SearchKit & RevelariOS

Taking a dive into the vm_region()

by PsychoBird - September 28, 2020

Introduction

Searching through memory on iOS to find a specific value isn't a new idea. There's plenty of tools available for searching memory on iOS, and source code is available for most of them. However, the source code only explains the how behind the project but not the why. The goal of RevelariOS was to create a technical version of these tools with a how and why explaination available through a combination of this blog post and the source code. SearchKit is meant to be a development toolkit so developers can add memory searching in their own projects, while RevelariOS is built to show off the power of SearchKit and its potential uses in research and development. In order to explain how RevelariOS and similar programs work, we have to take a dive into the vm_region().
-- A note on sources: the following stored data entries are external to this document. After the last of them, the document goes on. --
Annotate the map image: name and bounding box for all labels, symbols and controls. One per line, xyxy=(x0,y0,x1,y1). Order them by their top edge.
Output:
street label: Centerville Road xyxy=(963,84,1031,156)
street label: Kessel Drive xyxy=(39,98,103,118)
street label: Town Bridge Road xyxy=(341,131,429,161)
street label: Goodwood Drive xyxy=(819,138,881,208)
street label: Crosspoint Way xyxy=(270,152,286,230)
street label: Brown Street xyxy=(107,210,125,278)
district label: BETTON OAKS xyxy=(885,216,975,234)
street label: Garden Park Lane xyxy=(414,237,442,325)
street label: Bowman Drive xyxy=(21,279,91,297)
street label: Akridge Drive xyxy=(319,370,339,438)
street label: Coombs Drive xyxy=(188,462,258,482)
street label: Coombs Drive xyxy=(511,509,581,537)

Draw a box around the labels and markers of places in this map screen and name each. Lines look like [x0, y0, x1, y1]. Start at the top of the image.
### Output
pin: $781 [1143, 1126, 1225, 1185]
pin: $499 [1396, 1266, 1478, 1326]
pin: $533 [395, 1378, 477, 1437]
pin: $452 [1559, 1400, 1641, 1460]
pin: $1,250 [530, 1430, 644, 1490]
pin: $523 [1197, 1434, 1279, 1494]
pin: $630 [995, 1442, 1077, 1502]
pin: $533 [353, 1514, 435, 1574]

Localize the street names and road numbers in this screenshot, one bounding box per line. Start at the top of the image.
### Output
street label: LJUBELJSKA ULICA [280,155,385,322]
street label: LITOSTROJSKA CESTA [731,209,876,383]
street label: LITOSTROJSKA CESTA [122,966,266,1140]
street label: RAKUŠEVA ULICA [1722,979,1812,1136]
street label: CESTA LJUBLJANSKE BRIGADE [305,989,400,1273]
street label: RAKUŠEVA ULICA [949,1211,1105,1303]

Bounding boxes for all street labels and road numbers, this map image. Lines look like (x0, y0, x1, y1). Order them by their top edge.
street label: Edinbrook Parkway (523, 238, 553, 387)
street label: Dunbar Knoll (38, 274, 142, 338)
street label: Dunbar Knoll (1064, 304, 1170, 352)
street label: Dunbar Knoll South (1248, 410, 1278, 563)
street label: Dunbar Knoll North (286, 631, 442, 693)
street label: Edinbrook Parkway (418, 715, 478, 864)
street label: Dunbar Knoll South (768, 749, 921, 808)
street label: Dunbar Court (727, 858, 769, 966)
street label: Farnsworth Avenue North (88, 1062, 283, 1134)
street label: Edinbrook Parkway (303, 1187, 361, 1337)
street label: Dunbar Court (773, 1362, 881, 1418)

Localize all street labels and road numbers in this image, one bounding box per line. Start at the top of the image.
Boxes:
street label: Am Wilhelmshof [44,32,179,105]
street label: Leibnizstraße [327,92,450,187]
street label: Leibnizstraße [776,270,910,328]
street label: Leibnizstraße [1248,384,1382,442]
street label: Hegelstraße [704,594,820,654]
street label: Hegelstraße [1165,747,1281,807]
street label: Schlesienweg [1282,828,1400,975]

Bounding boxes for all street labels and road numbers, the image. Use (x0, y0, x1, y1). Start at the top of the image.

Before beginning, let's discuss the logical process behind searching memory. First, we'll need to find the exact memory region we're searching. We can't start at 0x0 and search up until we hit our desired result because the searching process would take hours, espeically if our input is not actually in memory and we end up searching until iOS won't let us anymore. Secondly, we'll need to read the valid memory regions we find for our input. Reading must be efficient or else searches will take way too long to be usable. Lastly, we'll need a medium for storing the addresses of where the memory scanner found a match.

Pt. 1 - Getting the searchable region from vm_region()

The searcable region of memory is different for each device, so we can't find the searchable region on one device, hard code it into the tool, and expect it to work on others. Fortunately, we can implement a function to find the base and end address through vm_region().

Because Apple doesn't provide much documentation for internal functions, we'll need to look at the MIT Mach IPC Documentation for vm_region():

kern_return_t vm_region (vm_task_t target_task, vm_address_t address, vm_size_t size, vm_region_flavor_t flavor, vm_region_info_t info, mach_msg_type_number_t info_count, memory_object_name_t object_name);

Since we're building this for newer devices, we'll need to use vm_region_64(). Since there is no documentation yet (that's something I may get to) for updated mach functions, the code below had to be strung together using the XNU source code as a reference.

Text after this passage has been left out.